The project is wired to publish from GitHub Actions (see
[`.github/workflows/release.yml`](.github/workflows/release.yml)) when you push a
tag of the form `vX.Y.Z`. For manual publishing:

```bash
pip install build twine
python -m build                          # produces dist/*.whl and dist/*.tar.gz
twine check dist/*
twine upload dist/*                      # uploads to https://pypi.org/project/ataturk-mcp/
# or for a dry run on TestPyPI:
twine upload --repository testpypi dist/*
```

## Credits & author

- **Author:** [Buğra Ayan — bugraayan.com](https://bugraayan.com)
- **Email:** `hello@bugraayan.com`
- **Atatürk Araştırma Merkezi (ATAM)** — for digitising and editing the *Söylev
  ve Demeçleri* corpus, the gold-standard source for this project.
- **Vikikaynak / Türkçe Wikisource contributors** — for transcribing
  individual addresses and the TBMM opening speeches.
- **Internet Archive** — for hosting the public-domain English Nutuk.

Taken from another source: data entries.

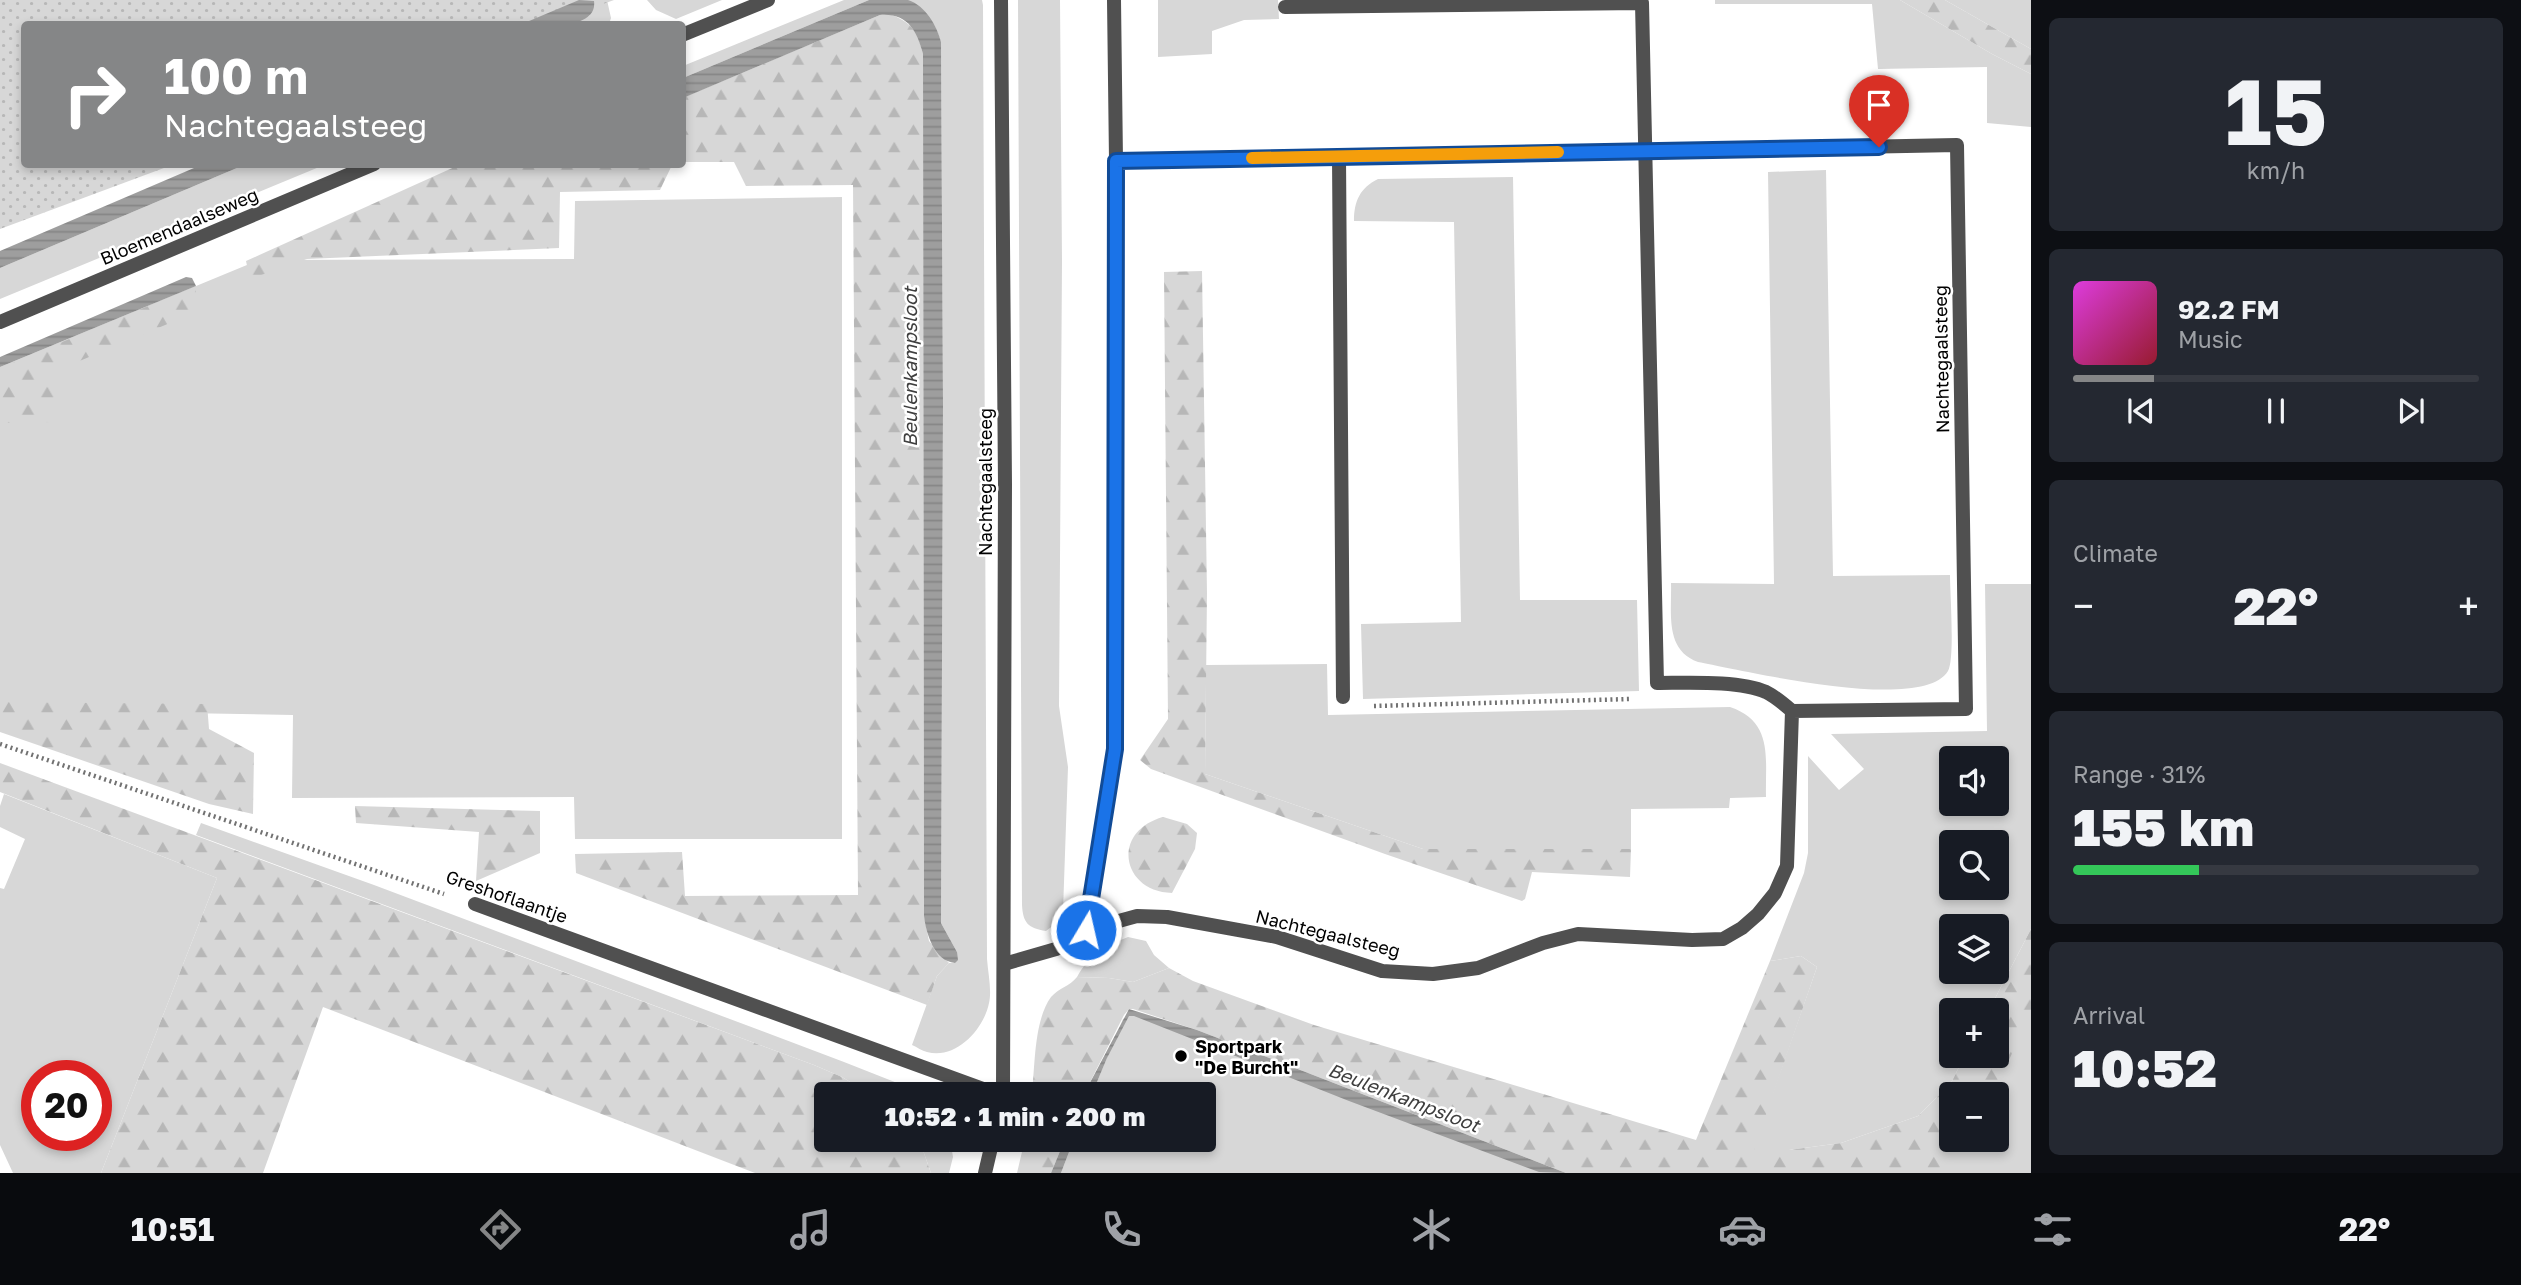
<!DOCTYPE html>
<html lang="en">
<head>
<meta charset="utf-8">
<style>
	:root { --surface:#171b24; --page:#242831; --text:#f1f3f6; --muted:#9ea1a6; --line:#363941; --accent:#858687 }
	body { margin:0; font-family:"Golos Text",sans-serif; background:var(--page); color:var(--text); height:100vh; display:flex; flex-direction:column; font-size:26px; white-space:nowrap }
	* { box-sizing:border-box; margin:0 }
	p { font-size:23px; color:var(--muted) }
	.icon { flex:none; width:38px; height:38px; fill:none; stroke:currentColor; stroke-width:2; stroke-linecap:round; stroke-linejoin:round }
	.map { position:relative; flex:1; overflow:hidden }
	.details { display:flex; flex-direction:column; gap:18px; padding:18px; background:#0d0f14; width:490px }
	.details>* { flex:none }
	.top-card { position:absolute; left:21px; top:21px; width:665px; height:147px; border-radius:7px; box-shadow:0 4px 10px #0003; background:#858687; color:#fff; overflow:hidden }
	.fabs { position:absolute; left:1939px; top:746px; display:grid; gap:14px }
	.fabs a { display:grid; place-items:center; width:70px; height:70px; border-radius:7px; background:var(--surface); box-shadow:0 4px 10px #0003; font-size:35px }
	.speed { position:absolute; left:21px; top:1060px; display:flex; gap:14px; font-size:35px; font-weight:700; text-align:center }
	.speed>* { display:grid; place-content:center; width:91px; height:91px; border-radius:50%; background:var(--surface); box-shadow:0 4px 10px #0003; line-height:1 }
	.speed .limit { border:10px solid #d22; background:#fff; color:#111 }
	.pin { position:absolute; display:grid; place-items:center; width:60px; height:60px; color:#fff; margin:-72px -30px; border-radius:50% 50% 50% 0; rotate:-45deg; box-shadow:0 0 7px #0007 }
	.pin .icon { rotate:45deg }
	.me { position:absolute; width:77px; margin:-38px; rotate:9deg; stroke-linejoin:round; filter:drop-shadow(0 0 5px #0008) }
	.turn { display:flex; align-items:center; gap:24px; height:147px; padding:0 28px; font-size:32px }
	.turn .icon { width:91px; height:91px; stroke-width:2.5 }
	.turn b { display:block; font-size:49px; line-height:60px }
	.big { font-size:52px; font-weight:800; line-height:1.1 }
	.details .tile { flex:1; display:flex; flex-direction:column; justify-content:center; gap:10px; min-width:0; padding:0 24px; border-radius:10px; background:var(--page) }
	.details .dial { align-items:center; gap:0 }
	.dial b { font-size:91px; line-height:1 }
	.song { display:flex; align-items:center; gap:21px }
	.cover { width:84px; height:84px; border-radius:10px; background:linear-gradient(135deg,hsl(300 70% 55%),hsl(350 70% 35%)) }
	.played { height:7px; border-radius:4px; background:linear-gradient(90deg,var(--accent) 20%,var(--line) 20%) }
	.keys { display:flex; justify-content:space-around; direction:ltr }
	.heat { display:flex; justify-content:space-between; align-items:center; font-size:38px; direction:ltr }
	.charge { height:10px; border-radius:5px; background:linear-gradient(90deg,#34c759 31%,var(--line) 0) }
	.trip { position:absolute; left:814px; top:1082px; width:402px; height:70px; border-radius:7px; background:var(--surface); box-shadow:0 4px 10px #0003; font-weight:800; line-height:70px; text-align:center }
	.tabs { display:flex; height:112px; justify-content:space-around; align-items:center; background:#090b0e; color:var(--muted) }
	.tabs .icon { width:49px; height:49px }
	.tabs .on { color:var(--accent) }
	.tabs b { font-size:32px; color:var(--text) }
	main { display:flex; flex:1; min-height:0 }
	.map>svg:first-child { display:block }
	.green { fill:#d7d7d7; fill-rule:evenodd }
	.forest { fill:url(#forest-firs) }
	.park { fill:url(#park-dots) }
	.water { fill:url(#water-rules) }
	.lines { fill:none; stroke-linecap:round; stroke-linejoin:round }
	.path { stroke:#727272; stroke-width:4.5; stroke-dasharray:2 3.5; stroke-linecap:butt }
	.lane { stroke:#505050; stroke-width:14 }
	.street { stroke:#505050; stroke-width:14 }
	.route-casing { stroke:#114b97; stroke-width:18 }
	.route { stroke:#1a73e8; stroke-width:12 }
	.slow { stroke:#f59e0b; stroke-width:12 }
	.poi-dot { fill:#000; stroke:#fff; stroke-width:2.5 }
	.labels { text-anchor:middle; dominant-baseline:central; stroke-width:5; stroke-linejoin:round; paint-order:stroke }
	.street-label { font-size:18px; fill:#000; stroke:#fff }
	.poi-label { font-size:18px; font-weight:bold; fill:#000; stroke:#fff; text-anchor:start }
	.water-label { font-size:19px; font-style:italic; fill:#3f3f3f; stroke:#fff }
</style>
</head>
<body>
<main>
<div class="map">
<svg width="2031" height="1173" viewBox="0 0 2031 1173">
	<defs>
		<pattern id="forest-firs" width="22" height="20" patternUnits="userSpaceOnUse" patternTransform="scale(1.75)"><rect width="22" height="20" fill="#d7d7d7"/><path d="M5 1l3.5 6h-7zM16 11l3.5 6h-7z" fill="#b7b7b7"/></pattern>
		<pattern id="park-dots" width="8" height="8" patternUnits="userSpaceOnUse" patternTransform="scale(1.75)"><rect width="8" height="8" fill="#d7d7d7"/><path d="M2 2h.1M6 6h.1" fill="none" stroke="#b7b7b7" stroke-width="1.8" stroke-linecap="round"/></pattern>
		<pattern id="water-rules" width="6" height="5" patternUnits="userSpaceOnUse" patternTransform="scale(1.75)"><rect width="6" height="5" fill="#9e9e9e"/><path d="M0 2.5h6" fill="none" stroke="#868686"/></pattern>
	</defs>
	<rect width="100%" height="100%" fill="#fff"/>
	<!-- green -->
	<path class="green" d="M607,0L611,18L609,24H570L589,16L595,4Z
		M647,0H722L676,19L656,10Z
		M844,0H869L683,78V66Z
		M907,0H982L983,5L987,959C988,973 992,990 989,1003C984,1029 956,1060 927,1052C922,1051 917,1047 912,1045L937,976L949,963H955L957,952L941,923L943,404L941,43C936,22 925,11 907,0Z
		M1018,0H1060L1062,262L1059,706L1068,767L1063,911L1055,924L1046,931C1028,928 1023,923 1022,905Z
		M1158,0H1278L1279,19L1244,20L1212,31V54L1158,57Z
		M1715,0H1900L1992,54L2031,74V127L1987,123V67L1878,69L1872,4H1715Z
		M1945,0H2031V49Z
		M244,165H324L0,299V268Z
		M1826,170L1833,576L1950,575C1950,593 1955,659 1948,671C1922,714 1742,670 1698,662C1664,650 1672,612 1671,583L1774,584L1768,172Z
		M1513,177L1520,600H1637L1639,691L1363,699L1361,624L1461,622L1454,222L1354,221C1354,201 1360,188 1378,179Z
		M842,197V839H575L574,797L292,798L293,715L0,710V367L259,260L574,259L575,201Z
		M1985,584H2031V929L1989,1010H1951V1055H1965L1951,1083L1918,1116L1841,1143L1789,1150H1753L1817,967L1801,956L1770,961L1804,873L1808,853V756L1839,790L1864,769L1831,734L1987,731ZM1951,758H1997V803H1951ZM1951,842H1997V887H1951ZM1951,926H1997V971H1951Z
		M1327,664L1328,715L1730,707C1774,722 1765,759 1766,797L1730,798L1729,808L1631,809V849H1423L1205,774L1206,665Z
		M4,794L217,878L101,1173H13L0,1145V888L4,889L25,839L0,827V806ZM37,1076H96V1136H37Z
		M201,823L374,885L844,1062L915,1090L914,1094H870L842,1077L814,1065L196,835Z
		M1128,937L1146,941L1154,955L1169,968L1133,982L1109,978L1077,977C1089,955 1105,946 1128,937Z
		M2031,1001V1173H1943L1960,1139H1997V1094H1983Z
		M1134,1012L1563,1173H1061L1074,1139H1204V1094H1092L1123,1019Z
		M919,1139H950L953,1157L949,1173H931Z"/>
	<!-- forest -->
	<path class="forest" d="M1900,0H1945L2031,49V74L1992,54Z
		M890,14C913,24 917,30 923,54L924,916L929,941L949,963L937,976L927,1005L576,873L575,854L682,852L685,896L858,895L853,185L746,186L734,162H683L682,98L880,15Z
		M459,165H672L660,190L560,192L559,248L307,259L250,279L246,261Z
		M1202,271L1207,593L1205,774L1423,849H1631L1630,877L1532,872L1525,899L1522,901L1385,854L1151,769L1140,760L1168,719L1164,272Z
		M196,286V312L51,373L58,422L0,423V368Z
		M0,702L207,704L209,729L254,753L253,814L209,804L0,732Z
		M0,763L814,1065L842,1077L870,1094H826V1139H919L931,1173H755L323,1007L263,1173H101L217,878L0,792Z
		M355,806L540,811V853L476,881L479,832L356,823Z
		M1163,817L1187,824L1197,833L1195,849L1172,893C1122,892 1110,832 1163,817Z
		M2031,929V1013L1993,1094H1951V1139H1971L1950,1173H1566L1197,1030L1133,1009H1129L1124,1015L1084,1094H1032C1035,1066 1034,1020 1051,997C1059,988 1070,986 1077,977L1109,978L1133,982L1169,968L1193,981L1314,1025L1696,1140L1770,961L1801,956L1817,967L1754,1150H1789L1841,1143L1918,1116L1951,1083L1965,1055H1997V1010H1989Z
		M1025,1139H1065L1051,1173H1017Z"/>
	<!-- park -->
	<path class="park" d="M0,0H614L548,24H24V164L172,165L0,229Z"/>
	<!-- water -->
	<path class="water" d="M579,0L594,1C598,31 541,25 522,24Z
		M869,0C880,0 897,0 908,0C926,6 937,26 941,42L943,404L941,923L957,952L958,960L955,963C934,961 926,933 924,916L923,54C917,31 908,13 880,15L683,98V78Z
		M201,165H244L0,268V251Z
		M186,277L192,278L196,286L0,367V357Z
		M1129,1009L1197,1030L1566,1173L1539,1172L1349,1101L1134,1016H1129L1107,1058L1092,1094H1084Z
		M1065,1139H1074L1061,1173H1051Z"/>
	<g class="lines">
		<!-- path -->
		<path class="path" d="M1374,706L1631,699
			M0,744L444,894"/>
		<!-- lane -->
		<path class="lane" d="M1285,7L1642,3L1657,683C1686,683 1739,680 1766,692C1776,697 1784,704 1792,711
			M1339,157L1343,697
			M1086,930L1115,749L1116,161L1114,0
			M1004,964L1056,949L1086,930L1137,916L1167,917L1277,937L1382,971L1433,974L1478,968L1543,943L1578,934L1692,940L1723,939L1742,928L1758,914L1775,893L1787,866L1792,711L1966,709L1957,145L1116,161"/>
		<!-- street -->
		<path class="street" d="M1001,0L1005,484L1003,1094
			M682,35L768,0
			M0,322L374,164
			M475,904L997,1094
			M985,1173L993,1139"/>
	</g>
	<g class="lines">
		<!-- route casing -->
		<g class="route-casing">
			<path id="route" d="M1086,930L1115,749L1116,161L1879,147"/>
		</g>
		<!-- route -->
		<use href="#route" class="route"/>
		<!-- slow -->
		<path class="slow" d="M1252,158L1558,152"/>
	</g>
	<!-- markers -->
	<circle class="poi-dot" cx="1181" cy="1056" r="7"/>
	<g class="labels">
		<!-- street labels -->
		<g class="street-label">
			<text transform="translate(179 226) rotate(-23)">Bloemendaalseweg</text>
			<text transform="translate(1941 359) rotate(-91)">Nachtegaalsteeg</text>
			<text transform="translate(985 482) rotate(-90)">Nachtegaalsteeg</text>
			<text transform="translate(507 896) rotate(19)">Greshoflaantje</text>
			<text transform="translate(1328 933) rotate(14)">Nachtegaalsteeg</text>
		</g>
		<!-- poi labels -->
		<g class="poi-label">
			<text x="1195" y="1046">Sportpark<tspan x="1195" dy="21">"De Burcht"</tspan></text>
		</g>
		<!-- water labels -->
		<g class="water-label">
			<text transform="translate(909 367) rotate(-90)">Beulenkampsloot</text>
			<text transform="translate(1404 1097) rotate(21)">Beulenkampsloot</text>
		</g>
	</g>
</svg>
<div class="fabs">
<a><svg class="icon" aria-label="sound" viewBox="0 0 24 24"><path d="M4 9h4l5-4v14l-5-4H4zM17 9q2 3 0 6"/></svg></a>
<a><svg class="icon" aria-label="search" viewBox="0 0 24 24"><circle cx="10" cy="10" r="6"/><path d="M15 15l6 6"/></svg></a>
<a><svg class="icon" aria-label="layers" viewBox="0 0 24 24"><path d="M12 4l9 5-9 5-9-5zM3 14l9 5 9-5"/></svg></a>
<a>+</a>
<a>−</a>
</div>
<div class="speed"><div class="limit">20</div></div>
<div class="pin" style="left:1879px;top:147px;background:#d93025"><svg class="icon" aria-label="arrive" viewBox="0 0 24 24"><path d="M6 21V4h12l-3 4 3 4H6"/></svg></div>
<svg class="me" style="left:1086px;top:930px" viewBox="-20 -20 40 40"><circle r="17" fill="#1a73e8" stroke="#fff" stroke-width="3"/><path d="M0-11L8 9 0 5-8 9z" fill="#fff"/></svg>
<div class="trip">10:52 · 1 min · 200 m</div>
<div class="top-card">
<div class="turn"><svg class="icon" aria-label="right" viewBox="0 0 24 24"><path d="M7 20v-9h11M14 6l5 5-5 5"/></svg><div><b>100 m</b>Nachtegaalsteeg</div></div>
</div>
</div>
<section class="details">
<div class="tile dial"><b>15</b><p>km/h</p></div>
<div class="tile">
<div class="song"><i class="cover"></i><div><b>92.2 FM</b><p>Music</p></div></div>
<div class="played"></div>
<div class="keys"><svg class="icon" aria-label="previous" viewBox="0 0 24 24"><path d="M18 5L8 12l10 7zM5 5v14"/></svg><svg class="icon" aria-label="pause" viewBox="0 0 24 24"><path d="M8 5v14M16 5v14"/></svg><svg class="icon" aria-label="next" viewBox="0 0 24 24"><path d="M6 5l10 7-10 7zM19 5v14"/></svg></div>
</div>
<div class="tile"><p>Climate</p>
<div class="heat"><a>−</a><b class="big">22°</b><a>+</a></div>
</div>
<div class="tile"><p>Range · 31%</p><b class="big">155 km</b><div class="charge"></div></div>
<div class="tile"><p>Arrival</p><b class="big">10:52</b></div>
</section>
</main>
<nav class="tabs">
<b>10:51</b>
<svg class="icon on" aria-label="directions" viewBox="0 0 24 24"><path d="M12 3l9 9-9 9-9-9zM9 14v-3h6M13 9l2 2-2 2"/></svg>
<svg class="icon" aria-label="music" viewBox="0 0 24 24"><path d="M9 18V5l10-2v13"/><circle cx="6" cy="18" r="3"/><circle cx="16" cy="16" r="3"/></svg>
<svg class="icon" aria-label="phone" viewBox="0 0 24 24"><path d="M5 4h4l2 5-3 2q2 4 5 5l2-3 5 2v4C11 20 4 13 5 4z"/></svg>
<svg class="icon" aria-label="climate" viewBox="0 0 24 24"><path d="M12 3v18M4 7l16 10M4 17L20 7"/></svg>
<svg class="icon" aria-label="car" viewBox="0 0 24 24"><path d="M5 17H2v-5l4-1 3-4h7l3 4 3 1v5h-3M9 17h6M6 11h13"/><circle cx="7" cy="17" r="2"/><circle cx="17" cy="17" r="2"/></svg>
<svg class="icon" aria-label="filters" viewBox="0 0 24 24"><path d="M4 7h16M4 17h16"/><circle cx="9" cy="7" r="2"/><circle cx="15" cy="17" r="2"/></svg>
<b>22°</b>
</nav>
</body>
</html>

If you build research or journalism on top of this server, please cite both
Atatürk's words (via the in-tool `cite` command) **and** the original sources
(ATAM volume + page, or the Wikisource URL).

## License

MIT for the code (© Buğra Ayan / [bugraayan.com](https://bugraayan.com)). The
speech texts themselves are in the public domain (Atatürk died in 1938). ATAM,
TBMM and Wikisource are credited as the digital sources used to build the
corpus; please respect each source's terms when redistributing.